I've been having a really lively game of fighting temptations to paint rooms, buy bedroom furniture, and add home decor accessories. I also want an army of hostas for the north side of the house and new shrubs for the flower bed in the front yard. The backyard keeps whispering to me to put in some flagstone and moss.
I want it! I want it I want it!
Children do what feels good. Adults devise a plan and stick to it. But I still want it. What do you do to put off impulses?
The other night, I approached my husband for a self-imposed intervention. I say "self-imposed" because my husband is one of those loving husbands who wants to give me the world. He will say "yes" even when he really should say "no." Oh, once in while he puts out a brave "no," but it is no match for my "pleeease... I really want one," and he caves. When our daughters figure this out, we're screwed.

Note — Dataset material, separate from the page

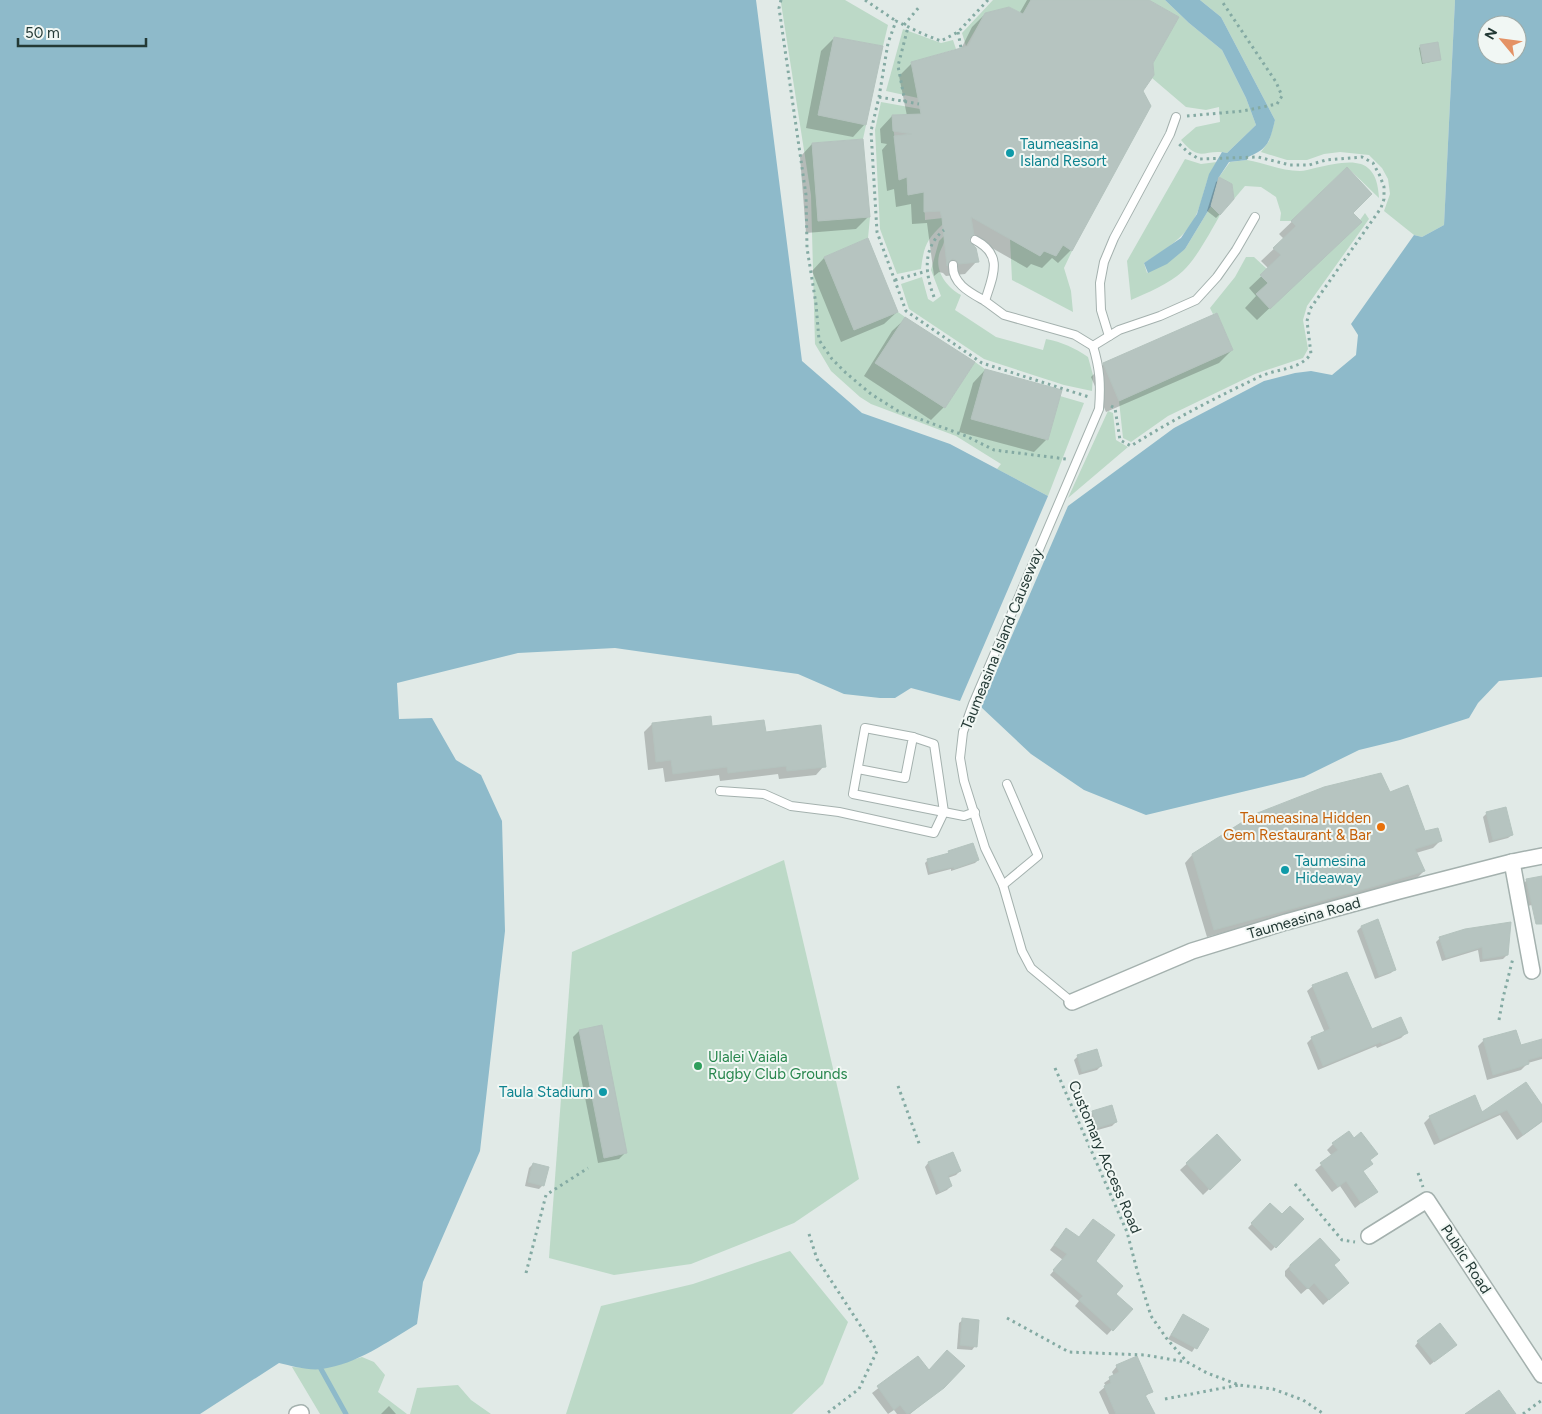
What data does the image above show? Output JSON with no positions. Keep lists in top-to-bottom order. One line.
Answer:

But the other night, I really needed him to say "no" because even though I am generally a fiscally-responsible person, I had a bad itch to be a kid on a toy spree. However, knowing I was still married to a doting husband, I presented a cautious plea:
"Honey, there are some things I really want. In fact, I want a bunch of things right now, and I am having trouble not wanting to buy them right off. I will tell you what they are, but I am not telling you that is what I will do or that you must agree to them; I am just sharing. If you think it's not a good idea. Go ahead and say so."
See how much I'm trying to help him say "no"? I rattle my list of desires to him.
He doesn't say "no," but, in an attempt on his part, he does smile and say, "We'll see in time." I walk away before I give in to pleading. He's not ready to rebuff my begging. Man, oh man, it's hard sometimes to not be part of the world. Or at least buy a part of it.
We have the money to buy these things, but that doesn't necessarily translate into meaning it is the right thing to do or the right time to do it. How do you strike a balance between having fun and living on a wise plan?